— Required work —
Copies of all lines that contain "strong" are needed; take them from the data below.
Available data Block Start
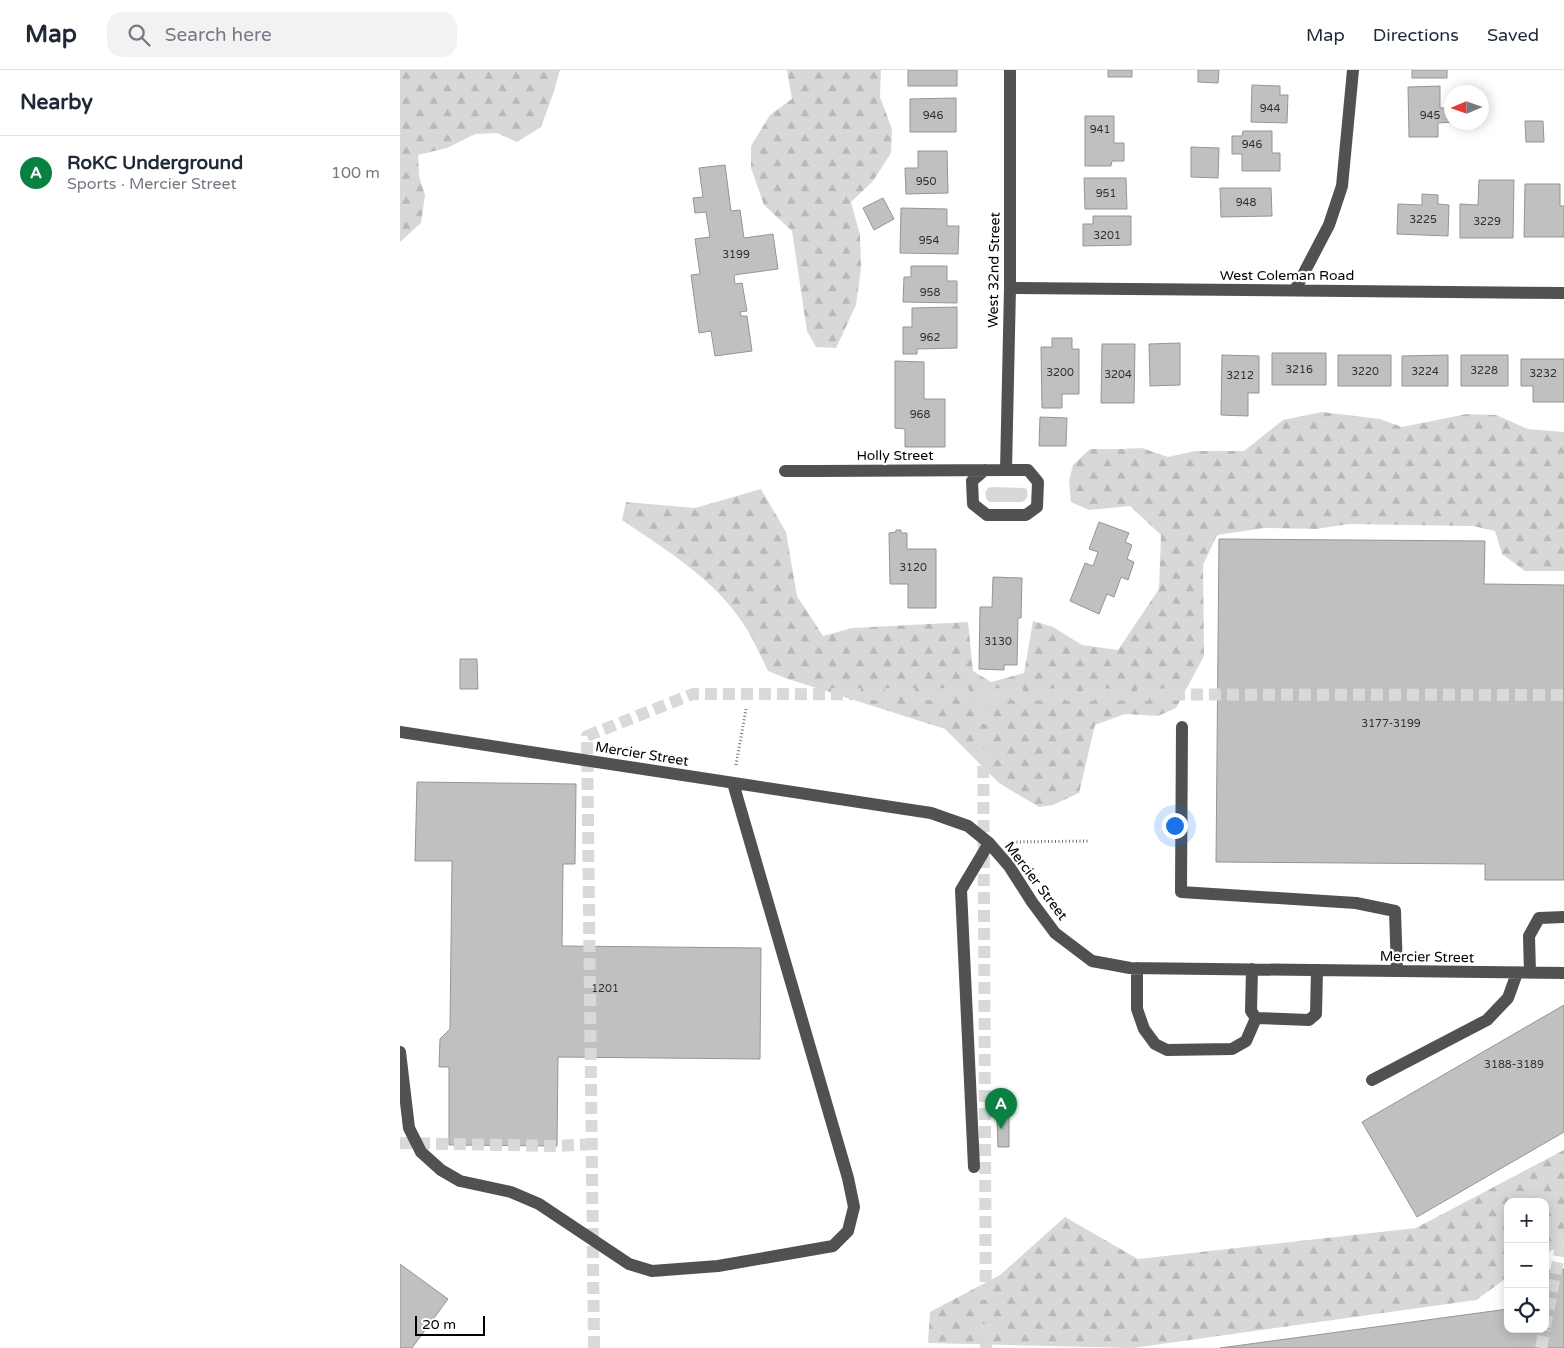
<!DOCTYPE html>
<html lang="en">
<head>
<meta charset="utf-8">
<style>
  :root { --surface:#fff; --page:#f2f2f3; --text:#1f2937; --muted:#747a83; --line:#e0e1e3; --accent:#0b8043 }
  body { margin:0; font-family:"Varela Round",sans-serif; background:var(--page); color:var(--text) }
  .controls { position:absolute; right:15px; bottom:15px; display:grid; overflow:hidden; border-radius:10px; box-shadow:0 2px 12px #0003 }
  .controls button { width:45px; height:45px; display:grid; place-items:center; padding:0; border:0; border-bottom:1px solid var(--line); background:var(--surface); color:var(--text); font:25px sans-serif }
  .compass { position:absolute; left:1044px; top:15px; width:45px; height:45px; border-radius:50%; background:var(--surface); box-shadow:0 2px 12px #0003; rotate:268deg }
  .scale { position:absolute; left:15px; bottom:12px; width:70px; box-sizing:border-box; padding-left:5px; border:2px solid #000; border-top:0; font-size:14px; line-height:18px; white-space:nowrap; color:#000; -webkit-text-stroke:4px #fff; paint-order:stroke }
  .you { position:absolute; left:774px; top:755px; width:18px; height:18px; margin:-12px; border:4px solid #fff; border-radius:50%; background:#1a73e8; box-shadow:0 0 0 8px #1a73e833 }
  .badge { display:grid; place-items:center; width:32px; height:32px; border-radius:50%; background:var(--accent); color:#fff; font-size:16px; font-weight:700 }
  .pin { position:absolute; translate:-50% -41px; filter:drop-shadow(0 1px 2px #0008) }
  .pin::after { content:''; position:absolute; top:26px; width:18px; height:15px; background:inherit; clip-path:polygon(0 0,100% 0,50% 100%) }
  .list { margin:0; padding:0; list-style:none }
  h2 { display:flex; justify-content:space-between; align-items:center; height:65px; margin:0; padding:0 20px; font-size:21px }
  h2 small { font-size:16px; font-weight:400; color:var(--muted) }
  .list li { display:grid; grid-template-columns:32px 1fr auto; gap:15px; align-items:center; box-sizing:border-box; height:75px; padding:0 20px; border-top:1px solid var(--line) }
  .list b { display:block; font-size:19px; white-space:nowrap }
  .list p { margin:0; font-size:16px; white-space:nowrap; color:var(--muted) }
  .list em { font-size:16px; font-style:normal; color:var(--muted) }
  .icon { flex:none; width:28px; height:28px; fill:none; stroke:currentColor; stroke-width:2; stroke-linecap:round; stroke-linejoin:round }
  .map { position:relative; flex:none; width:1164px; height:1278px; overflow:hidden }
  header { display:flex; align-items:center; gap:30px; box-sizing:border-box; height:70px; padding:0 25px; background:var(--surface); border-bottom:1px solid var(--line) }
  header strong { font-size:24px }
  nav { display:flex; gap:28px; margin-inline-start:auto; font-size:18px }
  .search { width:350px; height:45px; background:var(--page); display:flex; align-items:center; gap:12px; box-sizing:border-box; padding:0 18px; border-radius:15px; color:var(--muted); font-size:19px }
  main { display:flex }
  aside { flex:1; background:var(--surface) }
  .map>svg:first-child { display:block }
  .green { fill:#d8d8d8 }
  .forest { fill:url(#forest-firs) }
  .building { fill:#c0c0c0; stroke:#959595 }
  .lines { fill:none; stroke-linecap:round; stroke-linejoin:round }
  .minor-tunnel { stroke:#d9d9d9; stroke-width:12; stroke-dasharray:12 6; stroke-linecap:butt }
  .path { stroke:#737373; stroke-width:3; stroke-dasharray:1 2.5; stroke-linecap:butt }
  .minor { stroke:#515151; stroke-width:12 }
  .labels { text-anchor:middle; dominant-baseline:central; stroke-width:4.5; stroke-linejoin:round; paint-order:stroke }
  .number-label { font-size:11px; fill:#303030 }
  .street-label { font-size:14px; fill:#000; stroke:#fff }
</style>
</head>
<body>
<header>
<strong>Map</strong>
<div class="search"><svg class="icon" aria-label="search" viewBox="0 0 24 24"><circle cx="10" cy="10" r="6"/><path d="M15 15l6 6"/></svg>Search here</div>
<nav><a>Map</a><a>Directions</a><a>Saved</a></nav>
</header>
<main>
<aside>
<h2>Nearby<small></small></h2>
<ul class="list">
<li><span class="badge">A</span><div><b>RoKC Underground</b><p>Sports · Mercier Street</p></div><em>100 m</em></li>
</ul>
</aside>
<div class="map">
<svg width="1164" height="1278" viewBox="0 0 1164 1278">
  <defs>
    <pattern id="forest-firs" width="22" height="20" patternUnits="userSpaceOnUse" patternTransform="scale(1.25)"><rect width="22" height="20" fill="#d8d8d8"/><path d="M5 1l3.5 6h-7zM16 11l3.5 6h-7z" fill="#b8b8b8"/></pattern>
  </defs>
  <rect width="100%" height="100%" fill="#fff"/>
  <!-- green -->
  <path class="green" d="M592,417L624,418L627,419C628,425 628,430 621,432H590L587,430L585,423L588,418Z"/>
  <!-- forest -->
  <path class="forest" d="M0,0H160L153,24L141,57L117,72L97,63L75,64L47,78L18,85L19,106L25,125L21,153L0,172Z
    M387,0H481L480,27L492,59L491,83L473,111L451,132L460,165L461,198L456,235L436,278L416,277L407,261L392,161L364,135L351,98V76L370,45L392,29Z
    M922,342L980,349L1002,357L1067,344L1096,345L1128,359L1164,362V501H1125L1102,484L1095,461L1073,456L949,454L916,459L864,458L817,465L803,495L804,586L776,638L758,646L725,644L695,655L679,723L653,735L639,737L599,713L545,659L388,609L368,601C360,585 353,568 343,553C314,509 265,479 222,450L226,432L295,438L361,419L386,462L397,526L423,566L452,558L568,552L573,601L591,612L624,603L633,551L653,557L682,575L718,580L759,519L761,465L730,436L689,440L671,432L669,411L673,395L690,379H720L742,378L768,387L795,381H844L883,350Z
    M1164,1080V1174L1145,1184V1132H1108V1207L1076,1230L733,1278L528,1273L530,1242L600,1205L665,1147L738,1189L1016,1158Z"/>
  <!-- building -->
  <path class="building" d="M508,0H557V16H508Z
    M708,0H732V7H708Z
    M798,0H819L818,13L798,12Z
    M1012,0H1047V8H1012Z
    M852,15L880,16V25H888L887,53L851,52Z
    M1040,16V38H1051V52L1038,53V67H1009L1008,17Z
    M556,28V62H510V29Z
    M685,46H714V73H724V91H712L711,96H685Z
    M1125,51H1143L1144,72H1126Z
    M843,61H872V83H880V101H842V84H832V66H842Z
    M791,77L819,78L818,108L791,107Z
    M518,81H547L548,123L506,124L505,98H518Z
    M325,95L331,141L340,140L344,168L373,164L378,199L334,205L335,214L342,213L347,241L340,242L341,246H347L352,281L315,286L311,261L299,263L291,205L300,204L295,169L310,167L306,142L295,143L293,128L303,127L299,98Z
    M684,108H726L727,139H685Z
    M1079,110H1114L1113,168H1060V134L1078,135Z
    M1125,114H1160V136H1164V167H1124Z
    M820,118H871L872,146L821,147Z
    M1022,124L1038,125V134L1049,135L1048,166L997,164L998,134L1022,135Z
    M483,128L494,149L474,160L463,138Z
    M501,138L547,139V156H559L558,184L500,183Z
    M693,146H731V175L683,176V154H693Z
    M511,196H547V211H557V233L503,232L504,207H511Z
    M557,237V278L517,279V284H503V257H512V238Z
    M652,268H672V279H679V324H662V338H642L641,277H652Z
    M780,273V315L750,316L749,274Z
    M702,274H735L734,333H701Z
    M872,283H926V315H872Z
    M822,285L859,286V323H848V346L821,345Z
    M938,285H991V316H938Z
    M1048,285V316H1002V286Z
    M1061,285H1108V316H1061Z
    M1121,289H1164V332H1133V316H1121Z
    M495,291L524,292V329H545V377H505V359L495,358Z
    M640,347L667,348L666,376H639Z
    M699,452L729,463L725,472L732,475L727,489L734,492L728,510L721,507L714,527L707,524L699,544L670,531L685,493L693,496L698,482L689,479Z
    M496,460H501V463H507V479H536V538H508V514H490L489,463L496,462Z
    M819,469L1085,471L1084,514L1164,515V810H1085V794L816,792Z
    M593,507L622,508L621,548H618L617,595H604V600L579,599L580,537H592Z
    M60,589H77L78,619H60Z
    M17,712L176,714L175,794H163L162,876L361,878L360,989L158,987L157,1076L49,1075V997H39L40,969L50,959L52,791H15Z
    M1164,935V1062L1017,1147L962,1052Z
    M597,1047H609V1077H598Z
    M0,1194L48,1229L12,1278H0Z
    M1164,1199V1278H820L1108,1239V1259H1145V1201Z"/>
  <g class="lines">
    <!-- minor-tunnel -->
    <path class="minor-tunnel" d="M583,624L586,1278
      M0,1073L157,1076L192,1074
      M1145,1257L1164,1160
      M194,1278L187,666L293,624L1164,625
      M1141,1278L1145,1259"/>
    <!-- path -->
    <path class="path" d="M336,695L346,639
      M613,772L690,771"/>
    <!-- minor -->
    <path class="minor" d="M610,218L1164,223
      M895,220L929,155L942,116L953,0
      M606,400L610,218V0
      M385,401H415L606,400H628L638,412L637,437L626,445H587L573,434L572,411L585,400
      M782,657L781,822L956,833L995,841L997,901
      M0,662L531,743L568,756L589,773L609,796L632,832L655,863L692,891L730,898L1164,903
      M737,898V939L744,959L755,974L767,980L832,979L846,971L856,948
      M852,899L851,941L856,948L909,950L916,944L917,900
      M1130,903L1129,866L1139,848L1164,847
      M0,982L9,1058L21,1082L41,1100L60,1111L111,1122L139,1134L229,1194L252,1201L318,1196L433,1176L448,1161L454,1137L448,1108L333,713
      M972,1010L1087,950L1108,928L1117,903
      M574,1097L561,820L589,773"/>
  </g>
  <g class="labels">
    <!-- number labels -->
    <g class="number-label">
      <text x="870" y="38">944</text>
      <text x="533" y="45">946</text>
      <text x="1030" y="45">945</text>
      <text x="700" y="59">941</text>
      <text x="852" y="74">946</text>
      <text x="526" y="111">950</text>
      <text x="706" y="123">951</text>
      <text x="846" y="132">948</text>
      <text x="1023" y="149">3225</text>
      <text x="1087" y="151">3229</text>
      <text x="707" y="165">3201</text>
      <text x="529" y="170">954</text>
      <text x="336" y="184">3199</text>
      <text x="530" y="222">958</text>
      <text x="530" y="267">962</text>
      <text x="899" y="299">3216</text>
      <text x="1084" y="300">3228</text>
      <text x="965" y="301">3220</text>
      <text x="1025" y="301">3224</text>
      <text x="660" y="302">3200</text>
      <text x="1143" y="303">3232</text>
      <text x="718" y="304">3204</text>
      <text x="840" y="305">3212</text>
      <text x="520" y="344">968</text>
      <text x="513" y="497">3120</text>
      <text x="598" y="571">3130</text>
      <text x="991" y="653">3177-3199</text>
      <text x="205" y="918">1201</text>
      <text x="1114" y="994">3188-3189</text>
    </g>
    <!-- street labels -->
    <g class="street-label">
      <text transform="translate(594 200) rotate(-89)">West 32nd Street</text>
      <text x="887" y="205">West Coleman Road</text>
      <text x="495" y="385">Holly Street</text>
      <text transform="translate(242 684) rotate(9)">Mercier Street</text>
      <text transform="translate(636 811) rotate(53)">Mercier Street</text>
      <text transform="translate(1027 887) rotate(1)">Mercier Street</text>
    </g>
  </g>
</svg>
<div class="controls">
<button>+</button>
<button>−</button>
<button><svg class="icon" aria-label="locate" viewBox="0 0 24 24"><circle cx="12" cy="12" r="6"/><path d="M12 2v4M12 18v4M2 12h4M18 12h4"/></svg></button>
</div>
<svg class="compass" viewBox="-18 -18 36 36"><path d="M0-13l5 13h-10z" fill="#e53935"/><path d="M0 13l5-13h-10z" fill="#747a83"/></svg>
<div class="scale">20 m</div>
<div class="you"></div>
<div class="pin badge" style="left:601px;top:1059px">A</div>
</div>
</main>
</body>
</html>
Available data Block End
— Response for this exercise —
  header strong { font-size:24px }
<strong>Map</strong>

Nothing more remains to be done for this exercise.